Only the lines from the top of the data through the line containing "height:4.5px; margin:-2.25px; padding:0" should be duplicated, exactly as they appear.

(Stored data)
========

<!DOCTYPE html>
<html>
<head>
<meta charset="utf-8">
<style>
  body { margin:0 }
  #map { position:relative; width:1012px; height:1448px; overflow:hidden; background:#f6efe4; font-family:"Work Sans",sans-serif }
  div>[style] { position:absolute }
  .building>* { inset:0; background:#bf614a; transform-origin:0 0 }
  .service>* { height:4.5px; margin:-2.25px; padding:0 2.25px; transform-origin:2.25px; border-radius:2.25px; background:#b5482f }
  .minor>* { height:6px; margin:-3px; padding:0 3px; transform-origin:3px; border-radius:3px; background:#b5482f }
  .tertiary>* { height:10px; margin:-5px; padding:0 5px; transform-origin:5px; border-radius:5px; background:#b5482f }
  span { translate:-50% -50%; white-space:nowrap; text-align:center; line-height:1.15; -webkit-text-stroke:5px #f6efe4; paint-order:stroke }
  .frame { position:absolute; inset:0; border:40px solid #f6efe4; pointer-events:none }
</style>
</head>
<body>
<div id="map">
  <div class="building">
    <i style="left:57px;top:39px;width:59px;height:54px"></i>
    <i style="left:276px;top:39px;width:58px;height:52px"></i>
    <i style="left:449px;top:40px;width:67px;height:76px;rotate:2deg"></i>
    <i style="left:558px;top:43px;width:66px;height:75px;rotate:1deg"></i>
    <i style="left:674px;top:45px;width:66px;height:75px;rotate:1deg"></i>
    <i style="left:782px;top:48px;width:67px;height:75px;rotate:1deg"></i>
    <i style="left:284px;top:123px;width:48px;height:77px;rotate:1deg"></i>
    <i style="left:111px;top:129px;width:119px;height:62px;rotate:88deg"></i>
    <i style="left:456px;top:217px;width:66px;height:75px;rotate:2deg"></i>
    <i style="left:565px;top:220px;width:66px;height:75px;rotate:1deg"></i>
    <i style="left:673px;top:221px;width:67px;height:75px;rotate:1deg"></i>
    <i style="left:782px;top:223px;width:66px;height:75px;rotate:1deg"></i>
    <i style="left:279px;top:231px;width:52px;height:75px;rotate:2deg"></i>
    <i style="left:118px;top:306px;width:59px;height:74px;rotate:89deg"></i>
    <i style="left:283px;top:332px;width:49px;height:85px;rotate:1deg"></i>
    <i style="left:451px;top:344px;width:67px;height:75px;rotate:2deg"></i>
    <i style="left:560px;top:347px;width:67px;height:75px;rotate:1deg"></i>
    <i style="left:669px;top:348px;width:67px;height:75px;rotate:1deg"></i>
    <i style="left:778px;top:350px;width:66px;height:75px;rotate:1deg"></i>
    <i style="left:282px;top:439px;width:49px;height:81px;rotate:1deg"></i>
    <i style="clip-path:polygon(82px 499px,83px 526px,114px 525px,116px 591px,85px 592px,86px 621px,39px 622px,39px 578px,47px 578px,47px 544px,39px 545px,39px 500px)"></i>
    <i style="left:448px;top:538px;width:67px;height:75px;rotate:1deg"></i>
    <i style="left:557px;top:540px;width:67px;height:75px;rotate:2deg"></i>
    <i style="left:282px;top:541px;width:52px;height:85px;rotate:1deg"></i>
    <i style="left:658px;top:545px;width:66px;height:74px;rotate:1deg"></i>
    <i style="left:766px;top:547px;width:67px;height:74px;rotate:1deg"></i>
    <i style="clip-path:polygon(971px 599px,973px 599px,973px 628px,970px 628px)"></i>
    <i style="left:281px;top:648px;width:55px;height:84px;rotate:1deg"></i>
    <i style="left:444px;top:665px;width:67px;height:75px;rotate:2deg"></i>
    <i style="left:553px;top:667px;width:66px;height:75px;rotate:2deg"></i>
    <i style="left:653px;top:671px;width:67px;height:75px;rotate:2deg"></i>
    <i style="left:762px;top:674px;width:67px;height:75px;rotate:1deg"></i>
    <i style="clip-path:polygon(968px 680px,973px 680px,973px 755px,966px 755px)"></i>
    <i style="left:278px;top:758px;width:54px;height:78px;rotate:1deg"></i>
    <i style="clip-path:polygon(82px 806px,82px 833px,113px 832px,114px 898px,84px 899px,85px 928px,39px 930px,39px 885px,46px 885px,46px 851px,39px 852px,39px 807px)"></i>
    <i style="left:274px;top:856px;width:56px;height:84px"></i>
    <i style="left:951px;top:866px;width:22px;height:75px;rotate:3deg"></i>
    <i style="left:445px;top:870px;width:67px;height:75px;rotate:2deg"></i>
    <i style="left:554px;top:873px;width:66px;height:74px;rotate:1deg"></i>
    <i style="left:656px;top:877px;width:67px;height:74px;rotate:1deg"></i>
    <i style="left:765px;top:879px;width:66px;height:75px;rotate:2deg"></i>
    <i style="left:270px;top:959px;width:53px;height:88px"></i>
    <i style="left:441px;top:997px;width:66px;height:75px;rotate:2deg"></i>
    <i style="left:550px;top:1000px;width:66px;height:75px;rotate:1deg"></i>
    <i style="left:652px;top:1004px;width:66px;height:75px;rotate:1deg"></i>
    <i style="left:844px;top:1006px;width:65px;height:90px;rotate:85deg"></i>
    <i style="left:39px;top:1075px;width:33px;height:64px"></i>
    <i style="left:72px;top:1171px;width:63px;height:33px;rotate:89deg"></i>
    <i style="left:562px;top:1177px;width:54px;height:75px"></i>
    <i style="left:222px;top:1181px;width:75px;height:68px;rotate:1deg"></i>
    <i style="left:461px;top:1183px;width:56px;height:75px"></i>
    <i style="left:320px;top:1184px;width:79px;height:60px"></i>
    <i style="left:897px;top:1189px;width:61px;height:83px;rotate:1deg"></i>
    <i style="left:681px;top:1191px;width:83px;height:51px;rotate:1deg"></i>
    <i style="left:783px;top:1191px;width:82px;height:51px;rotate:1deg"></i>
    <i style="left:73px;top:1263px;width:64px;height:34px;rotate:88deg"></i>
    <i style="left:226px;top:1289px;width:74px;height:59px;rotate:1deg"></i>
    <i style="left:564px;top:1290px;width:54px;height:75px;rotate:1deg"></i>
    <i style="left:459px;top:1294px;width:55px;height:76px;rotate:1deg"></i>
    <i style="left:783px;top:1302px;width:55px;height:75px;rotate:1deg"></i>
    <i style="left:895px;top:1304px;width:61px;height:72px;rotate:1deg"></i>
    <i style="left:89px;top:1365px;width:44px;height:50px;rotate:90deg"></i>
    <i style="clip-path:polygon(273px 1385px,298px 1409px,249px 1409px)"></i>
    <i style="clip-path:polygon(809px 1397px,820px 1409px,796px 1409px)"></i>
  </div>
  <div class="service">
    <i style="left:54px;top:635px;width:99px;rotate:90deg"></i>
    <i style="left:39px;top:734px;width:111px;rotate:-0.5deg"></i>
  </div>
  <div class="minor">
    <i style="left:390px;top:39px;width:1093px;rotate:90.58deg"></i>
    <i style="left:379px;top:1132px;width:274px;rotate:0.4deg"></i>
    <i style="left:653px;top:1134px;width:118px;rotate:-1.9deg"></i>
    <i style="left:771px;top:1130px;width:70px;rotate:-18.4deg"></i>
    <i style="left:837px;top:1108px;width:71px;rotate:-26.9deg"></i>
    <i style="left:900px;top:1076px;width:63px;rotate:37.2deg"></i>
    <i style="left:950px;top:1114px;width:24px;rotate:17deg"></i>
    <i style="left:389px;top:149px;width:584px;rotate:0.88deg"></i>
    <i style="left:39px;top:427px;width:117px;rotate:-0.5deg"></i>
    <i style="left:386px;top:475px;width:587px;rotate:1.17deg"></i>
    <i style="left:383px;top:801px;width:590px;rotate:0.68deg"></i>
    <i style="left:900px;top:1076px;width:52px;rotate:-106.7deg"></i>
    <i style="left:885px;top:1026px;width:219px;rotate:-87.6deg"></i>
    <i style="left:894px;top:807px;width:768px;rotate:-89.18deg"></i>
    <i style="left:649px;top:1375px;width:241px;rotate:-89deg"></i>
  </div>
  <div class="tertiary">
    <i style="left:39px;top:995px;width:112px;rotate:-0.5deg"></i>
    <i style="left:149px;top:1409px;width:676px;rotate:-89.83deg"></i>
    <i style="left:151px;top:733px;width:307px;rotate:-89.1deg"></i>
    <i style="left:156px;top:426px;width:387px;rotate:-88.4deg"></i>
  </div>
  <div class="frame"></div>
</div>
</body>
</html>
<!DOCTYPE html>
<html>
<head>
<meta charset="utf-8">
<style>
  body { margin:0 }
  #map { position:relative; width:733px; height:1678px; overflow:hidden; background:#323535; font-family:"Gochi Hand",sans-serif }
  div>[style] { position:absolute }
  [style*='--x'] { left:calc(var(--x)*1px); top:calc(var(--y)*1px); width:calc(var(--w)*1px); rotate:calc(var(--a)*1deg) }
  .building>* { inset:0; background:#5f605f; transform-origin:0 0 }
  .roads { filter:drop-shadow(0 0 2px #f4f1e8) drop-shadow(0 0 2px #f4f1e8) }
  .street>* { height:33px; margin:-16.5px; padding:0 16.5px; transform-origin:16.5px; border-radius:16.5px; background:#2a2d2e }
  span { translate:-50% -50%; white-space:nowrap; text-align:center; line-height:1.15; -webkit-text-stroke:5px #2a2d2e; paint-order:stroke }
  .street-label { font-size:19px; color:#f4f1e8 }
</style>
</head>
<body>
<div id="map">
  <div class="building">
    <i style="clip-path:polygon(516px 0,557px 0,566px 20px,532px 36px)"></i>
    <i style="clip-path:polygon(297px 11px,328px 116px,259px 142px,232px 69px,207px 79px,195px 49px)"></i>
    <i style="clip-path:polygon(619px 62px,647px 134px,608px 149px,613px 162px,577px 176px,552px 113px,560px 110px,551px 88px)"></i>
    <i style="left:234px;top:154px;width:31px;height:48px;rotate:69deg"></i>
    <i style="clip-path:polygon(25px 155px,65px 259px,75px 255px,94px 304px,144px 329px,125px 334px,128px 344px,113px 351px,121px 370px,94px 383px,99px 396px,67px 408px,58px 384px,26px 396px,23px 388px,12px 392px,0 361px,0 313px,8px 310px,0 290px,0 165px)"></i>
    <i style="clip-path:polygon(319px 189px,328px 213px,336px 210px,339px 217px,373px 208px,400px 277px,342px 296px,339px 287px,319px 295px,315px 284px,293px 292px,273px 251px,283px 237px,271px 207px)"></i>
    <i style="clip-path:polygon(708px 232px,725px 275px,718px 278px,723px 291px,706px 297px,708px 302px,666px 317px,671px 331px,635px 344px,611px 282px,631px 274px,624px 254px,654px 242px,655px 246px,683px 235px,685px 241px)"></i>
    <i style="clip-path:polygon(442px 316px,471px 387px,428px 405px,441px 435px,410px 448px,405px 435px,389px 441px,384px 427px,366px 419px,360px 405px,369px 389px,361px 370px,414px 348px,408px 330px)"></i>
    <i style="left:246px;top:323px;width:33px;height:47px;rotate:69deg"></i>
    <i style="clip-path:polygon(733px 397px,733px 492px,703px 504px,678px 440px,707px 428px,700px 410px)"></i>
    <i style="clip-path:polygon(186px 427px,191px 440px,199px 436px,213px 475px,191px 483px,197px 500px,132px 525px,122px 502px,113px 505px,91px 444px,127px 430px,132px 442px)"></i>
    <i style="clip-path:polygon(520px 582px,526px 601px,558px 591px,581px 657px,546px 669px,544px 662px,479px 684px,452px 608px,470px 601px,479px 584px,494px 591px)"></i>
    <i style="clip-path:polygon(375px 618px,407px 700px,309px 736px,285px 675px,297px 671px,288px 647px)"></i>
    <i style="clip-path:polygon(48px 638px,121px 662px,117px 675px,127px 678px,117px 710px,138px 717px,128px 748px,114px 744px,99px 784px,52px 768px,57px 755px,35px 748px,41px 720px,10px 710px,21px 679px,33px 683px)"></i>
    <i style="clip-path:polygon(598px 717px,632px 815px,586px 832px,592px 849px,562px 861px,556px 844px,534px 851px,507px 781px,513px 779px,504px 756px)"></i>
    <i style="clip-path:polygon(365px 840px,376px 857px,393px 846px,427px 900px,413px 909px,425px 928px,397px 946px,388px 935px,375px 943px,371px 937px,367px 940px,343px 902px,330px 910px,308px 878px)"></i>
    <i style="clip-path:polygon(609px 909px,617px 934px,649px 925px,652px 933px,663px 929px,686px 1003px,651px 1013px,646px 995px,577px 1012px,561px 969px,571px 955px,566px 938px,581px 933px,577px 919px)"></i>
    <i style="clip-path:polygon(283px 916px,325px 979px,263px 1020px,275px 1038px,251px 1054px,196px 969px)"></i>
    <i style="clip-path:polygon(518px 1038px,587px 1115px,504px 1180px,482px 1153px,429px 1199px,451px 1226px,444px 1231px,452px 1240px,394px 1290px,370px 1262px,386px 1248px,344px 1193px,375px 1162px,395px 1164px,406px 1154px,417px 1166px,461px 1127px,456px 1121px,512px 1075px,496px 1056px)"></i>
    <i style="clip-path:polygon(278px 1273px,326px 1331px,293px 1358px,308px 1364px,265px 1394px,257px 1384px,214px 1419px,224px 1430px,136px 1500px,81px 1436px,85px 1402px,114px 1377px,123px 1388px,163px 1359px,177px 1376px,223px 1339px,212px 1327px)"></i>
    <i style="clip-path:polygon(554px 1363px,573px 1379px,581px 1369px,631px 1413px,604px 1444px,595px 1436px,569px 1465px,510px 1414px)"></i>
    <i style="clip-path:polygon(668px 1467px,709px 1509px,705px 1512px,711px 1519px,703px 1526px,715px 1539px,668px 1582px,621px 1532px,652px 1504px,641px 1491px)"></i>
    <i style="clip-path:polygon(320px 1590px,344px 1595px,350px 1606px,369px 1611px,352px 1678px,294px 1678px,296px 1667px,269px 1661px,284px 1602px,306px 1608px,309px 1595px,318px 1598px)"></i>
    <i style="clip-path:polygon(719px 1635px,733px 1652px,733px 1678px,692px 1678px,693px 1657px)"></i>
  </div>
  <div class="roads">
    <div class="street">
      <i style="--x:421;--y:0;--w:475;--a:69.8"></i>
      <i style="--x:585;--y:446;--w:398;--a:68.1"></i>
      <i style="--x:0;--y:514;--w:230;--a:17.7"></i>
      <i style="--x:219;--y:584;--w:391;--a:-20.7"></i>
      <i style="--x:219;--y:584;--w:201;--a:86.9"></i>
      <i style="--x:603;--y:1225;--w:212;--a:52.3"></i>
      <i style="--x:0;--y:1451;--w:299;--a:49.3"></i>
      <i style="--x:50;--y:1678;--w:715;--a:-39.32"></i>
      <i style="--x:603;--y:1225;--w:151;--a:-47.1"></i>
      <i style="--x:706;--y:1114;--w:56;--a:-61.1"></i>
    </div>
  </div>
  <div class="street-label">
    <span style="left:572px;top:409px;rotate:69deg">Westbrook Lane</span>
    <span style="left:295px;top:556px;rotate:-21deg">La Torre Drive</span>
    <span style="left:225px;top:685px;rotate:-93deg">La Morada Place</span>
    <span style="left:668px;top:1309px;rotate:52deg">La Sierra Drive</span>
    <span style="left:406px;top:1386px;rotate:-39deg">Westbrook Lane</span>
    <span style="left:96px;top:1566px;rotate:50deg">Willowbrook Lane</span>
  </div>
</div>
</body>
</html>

========

EXERCISE ANSWER |
<!DOCTYPE html>
<html>
<head>
<meta charset="utf-8">
<style>
  body { margin:0 }
  #map { position:relative; width:1012px; height:1448px; overflow:hidden; background:#f6efe4; font-family:"Work Sans",sans-serif }
  div>[style] { position:absolute }
  .building>* { inset:0; background:#bf614a; transform-origin:0 0 }
  .service>* { height:4.5px; margin:-2.25px; padding:0 2.25px; transform-origin:2.25px; border-radius:2.25px; background:#b5482f }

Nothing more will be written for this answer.